Segment Open
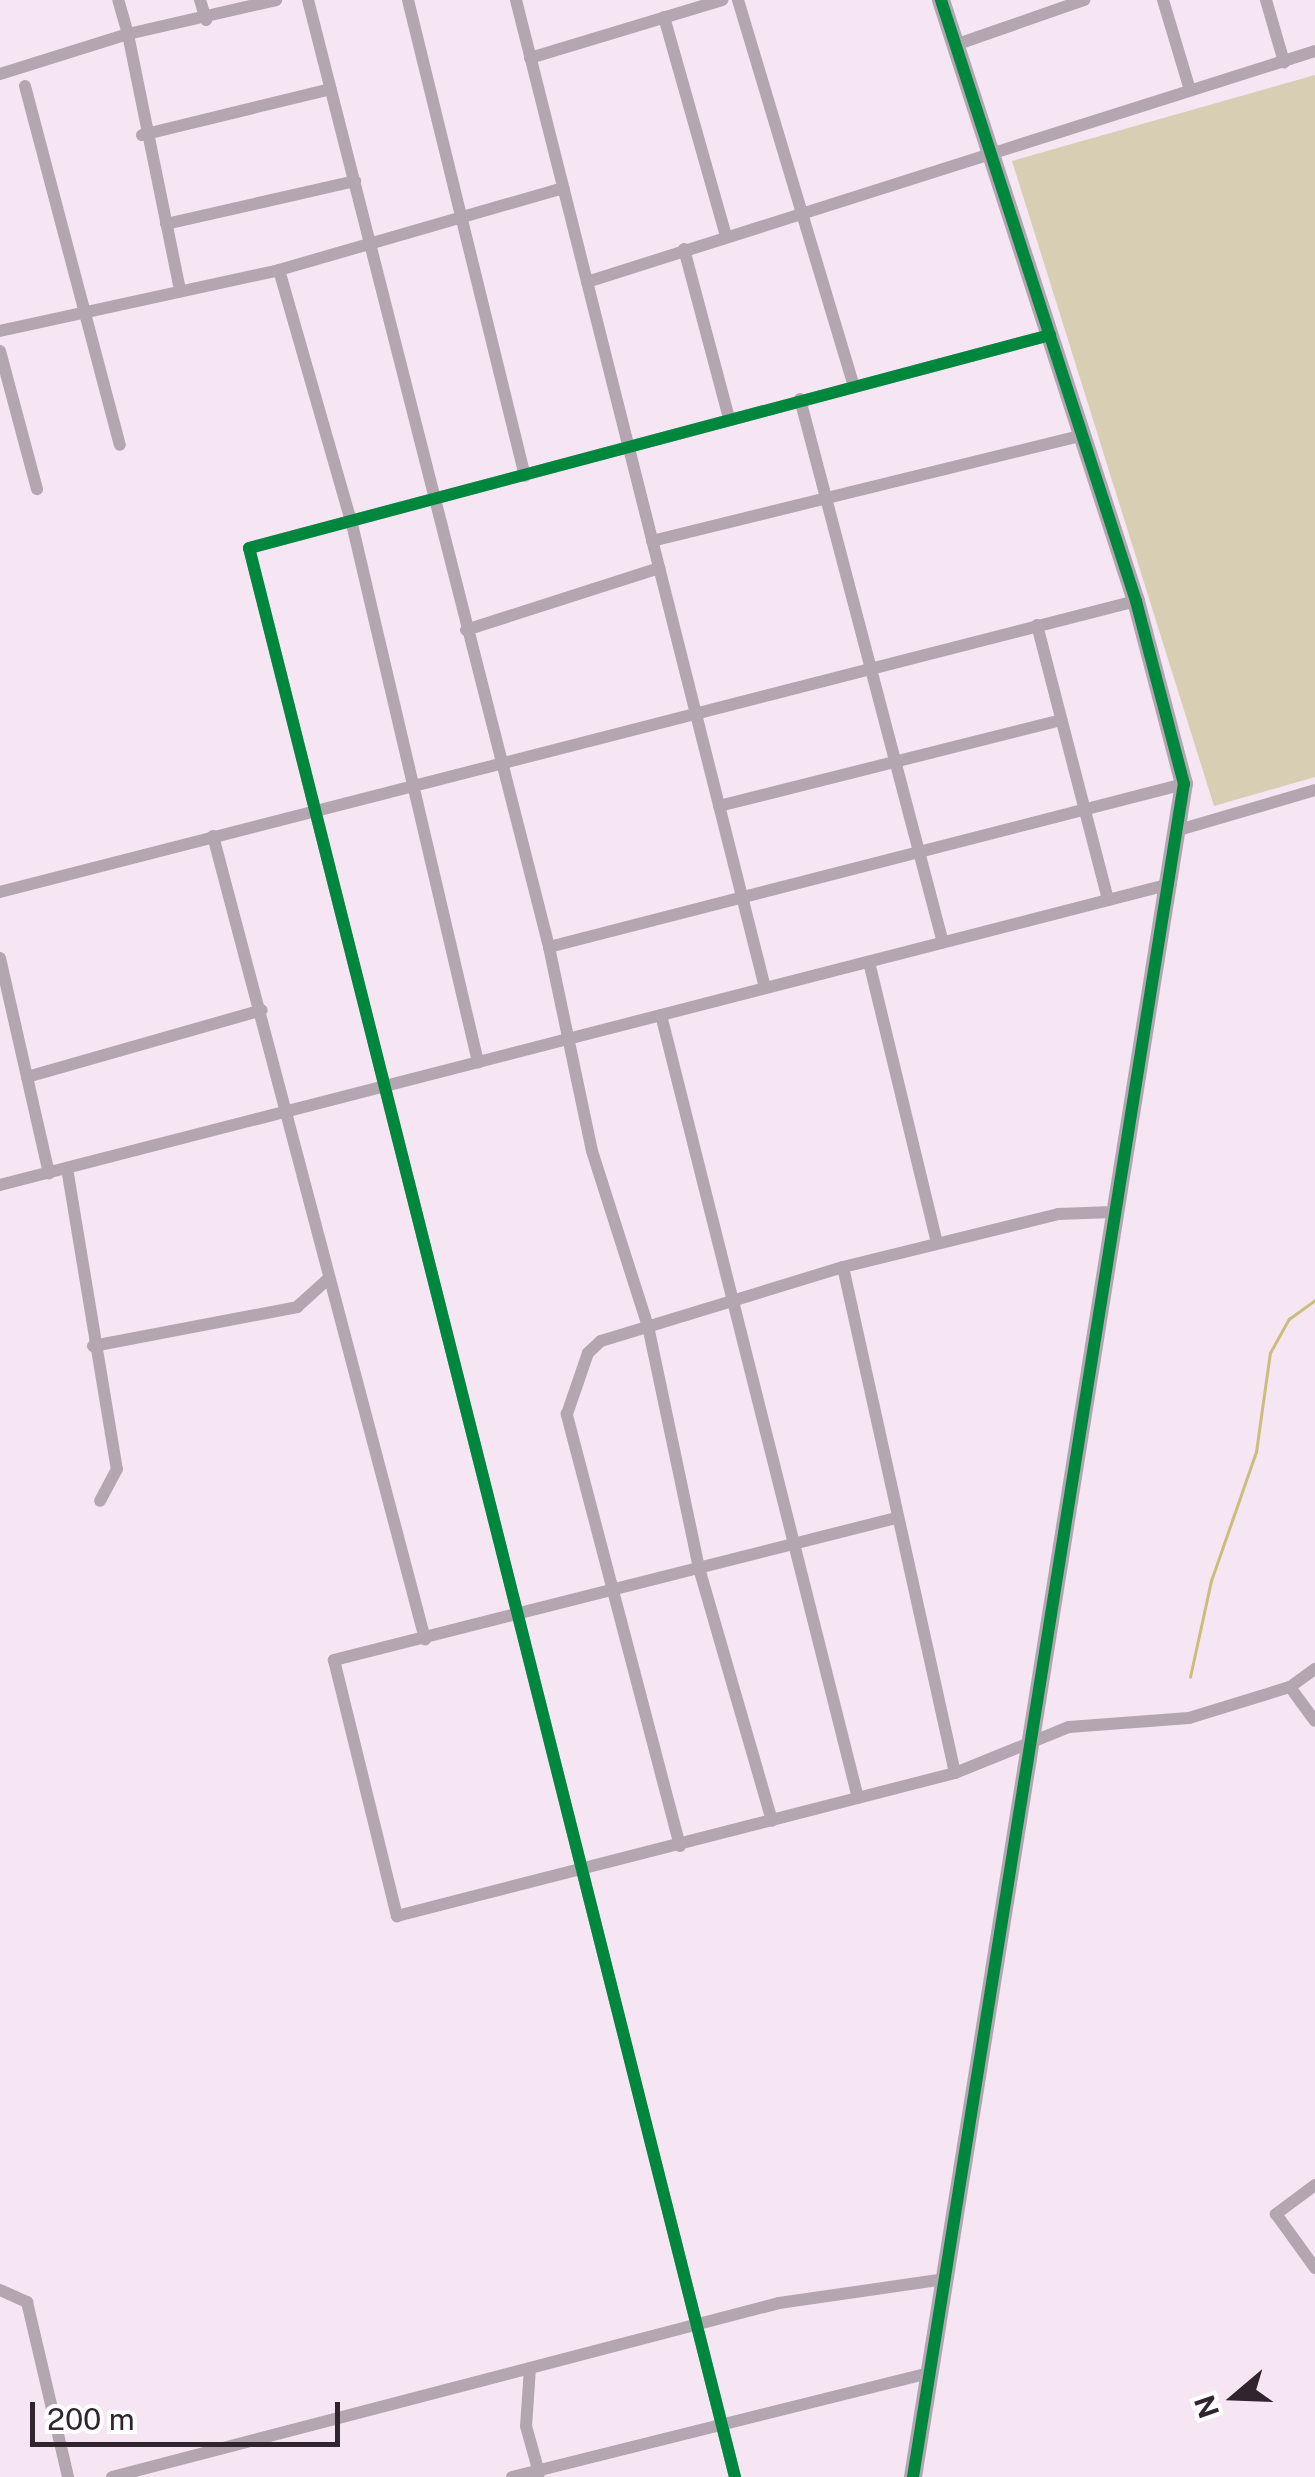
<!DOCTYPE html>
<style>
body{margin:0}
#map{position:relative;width:1315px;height:2477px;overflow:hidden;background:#f6e6f3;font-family:"Public Sans",sans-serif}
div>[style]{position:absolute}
.green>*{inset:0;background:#d8ceb3}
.stream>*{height:2.5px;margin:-1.25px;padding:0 1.25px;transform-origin:1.25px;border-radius:1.25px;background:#cbbe7d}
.street>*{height:12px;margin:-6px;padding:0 6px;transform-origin:6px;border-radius:6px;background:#b3a6b1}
.secondary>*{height:18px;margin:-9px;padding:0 9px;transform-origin:9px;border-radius:9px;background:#b3a5b1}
.cycleway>*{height:12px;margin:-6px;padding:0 6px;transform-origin:6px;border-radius:6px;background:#00873e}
span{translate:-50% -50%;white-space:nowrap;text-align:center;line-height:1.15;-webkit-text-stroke:10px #fff;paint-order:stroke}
.north{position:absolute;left:1185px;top:2347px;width:100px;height:100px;-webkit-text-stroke:8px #fff;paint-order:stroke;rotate:251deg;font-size:28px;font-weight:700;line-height:40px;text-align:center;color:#30252e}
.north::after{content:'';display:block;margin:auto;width:35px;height:45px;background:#30252e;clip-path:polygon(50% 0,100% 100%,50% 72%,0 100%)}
.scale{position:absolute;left:30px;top:2402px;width:310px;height:45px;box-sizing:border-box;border:5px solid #30252e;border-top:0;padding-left:12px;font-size:30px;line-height:35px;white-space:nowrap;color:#30252e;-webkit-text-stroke:8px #fff;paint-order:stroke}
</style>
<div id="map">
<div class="green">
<div style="clip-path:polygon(1315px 75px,1315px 777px,1214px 806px,1012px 161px)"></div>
</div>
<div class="stream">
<div style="left:1190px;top:1677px;width:98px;rotate:-77.7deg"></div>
<div style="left:1211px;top:1581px;width:137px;rotate:-70.8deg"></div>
<div style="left:1256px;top:1452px;width:100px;rotate:-82deg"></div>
<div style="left:1270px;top:1353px;width:39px;rotate:-61deg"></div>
<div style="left:1289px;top:1319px;width:32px;rotate:-36deg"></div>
</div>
<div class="street">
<div style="left:200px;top:0;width:21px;rotate:73deg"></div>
<div style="left:308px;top:0;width:977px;rotate:75.72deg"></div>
<div style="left:549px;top:947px;width:208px;rotate:78.1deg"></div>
<div style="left:592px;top:1151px;width:184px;rotate:72.3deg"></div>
<div style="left:648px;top:1326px;width:247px;rotate:78.1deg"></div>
<div style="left:699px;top:1568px;width:263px;rotate:73.9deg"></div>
<div style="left:408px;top:0;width:490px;rotate:76.2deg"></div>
<div style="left:516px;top:0;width:1019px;rotate:75.85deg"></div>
<div style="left:738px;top:0;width:400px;rotate:73.3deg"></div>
<div style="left:1163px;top:0;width:94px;rotate:73.3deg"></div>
<div style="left:1266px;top:0;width:65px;rotate:73.8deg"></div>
<div style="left:664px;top:17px;width:228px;rotate:74.2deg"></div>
<div style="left:955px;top:45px;width:137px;rotate:-19.2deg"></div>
<div style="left:530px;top:58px;width:201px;rotate:-16.8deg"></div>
<div style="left:0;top:74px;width:134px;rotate:-17.4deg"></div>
<div style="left:128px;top:34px;width:35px;rotate:-106deg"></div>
<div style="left:25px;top:86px;width:371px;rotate:75.2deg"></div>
<div style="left:142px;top:135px;width:194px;rotate:-13.7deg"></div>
<div style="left:166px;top:224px;width:194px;rotate:-12.8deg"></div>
<div style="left:684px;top:249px;width:175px;rotate:75.1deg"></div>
<div style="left:279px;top:270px;width:264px;rotate:74deg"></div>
<div style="left:352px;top:524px;width:553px;rotate:76.82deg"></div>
<div style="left:587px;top:282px;width:764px;rotate:-17.6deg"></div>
<div style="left:180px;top:290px;width:261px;rotate:-101.5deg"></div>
<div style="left:128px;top:34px;width:152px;rotate:-12.9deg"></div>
<div style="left:0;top:331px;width:286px;rotate:-12.3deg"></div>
<div style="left:279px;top:270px;width:296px;rotate:-16.1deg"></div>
<div style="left:0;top:351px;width:143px;rotate:75deg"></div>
<div style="left:800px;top:399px;width:562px;rotate:75.27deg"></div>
<div style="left:652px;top:541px;width:442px;rotate:-13.8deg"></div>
<div style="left:1037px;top:625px;width:284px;rotate:75.5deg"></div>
<div style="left:466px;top:630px;width:203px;rotate:-17.8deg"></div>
<div style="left:719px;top:806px;width:353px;rotate:-14.1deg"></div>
<div style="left:1182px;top:829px;width:139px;rotate:-16.3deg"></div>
<div style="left:213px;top:836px;width:831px;rotate:75.21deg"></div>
<div style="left:0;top:892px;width:1173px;rotate:-14.37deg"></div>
<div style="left:549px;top:947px;width:656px;rotate:-14.4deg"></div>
<div style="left:0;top:958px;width:221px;rotate:77.2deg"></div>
<div style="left:869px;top:962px;width:289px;rotate:76.4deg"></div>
<div style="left:661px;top:1015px;width:807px;rotate:75.88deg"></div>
<div style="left:27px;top:1077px;width:244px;rotate:-15.9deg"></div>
<div style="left:67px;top:1168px;width:305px;rotate:80.6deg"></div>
<div style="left:117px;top:1469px;width:36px;rotate:118deg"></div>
<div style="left:0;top:1185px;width:1209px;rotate:-14.42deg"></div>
<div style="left:843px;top:1267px;width:518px;rotate:77.52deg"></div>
<div style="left:93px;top:1346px;width:208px;rotate:-10.8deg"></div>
<div style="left:297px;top:1307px;width:43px;rotate:-42.2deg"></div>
<div style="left:896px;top:1518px;width:580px;rotate:165.82deg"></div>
<div style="left:334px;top:1660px;width:264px;rotate:76.2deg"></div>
<div style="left:397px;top:1916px;width:576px;rotate:-14.37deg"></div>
<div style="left:955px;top:1773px;width:123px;rotate:-22deg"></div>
<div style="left:1069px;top:1727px;width:120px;rotate:-4.3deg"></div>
<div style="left:1189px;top:1718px;width:106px;rotate:-17.1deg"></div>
<div style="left:1290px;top:1687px;width:31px;rotate:-36deg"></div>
<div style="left:1290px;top:1687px;width:42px;rotate:53.7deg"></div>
<div style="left:680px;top:1846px;width:447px;rotate:-104.7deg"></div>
<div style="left:567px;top:1414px;width:65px;rotate:-71deg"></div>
<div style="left:588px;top:1353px;width:18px;rotate:-43deg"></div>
<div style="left:601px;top:1341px;width:253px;rotate:-17deg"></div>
<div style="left:843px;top:1267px;width:221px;rotate:-13.8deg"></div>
<div style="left:1058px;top:1214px;width:55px;rotate:-2.1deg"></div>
<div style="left:1315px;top:2185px;width:49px;rotate:143.4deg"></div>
<div style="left:1276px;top:2214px;width:67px;rotate:54.2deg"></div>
<div style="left:0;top:2290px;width:30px;rotate:24deg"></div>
<div style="left:27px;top:2302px;width:180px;rotate:76.8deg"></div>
<div style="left:530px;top:2368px;width:58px;rotate:93.9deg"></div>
<div style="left:526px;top:2426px;width:49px;rotate:74.5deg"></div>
<div style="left:112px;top:2477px;width:689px;rotate:-14.62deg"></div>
<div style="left:779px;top:2303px;width:168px;rotate:-8.2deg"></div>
<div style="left:512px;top:2477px;width:431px;rotate:-14deg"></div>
<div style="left:735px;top:2477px;width:1989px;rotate:-104.14deg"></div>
<div style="left:249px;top:548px;width:829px;rotate:-14.89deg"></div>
</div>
<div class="secondary">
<div style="left:913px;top:2477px;width:1715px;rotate:-80.91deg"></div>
<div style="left:1184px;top:784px;width:189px;rotate:-104.7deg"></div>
<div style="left:1136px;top:601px;width:632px;rotate:-107.98deg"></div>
</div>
<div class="cycleway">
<div style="left:735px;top:2477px;width:1989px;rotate:-104.14deg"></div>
<div style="left:249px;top:548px;width:829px;rotate:-14.89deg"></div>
<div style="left:913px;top:2477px;width:1715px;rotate:-80.91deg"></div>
<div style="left:1184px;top:784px;width:189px;rotate:-104.7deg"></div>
<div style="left:1136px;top:601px;width:632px;rotate:-107.98deg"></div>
</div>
<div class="north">N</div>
<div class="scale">200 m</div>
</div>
Segment Closed
What is expected: Copy all lines from the material that contain "stream".

Exercise answer:
.stream>*{height:2.5px;margin:-1.25px;padding:0 1.25px;transform-origin:1.25px;border-radius:1.25px;background:#cbbe7d}
<div class="stream">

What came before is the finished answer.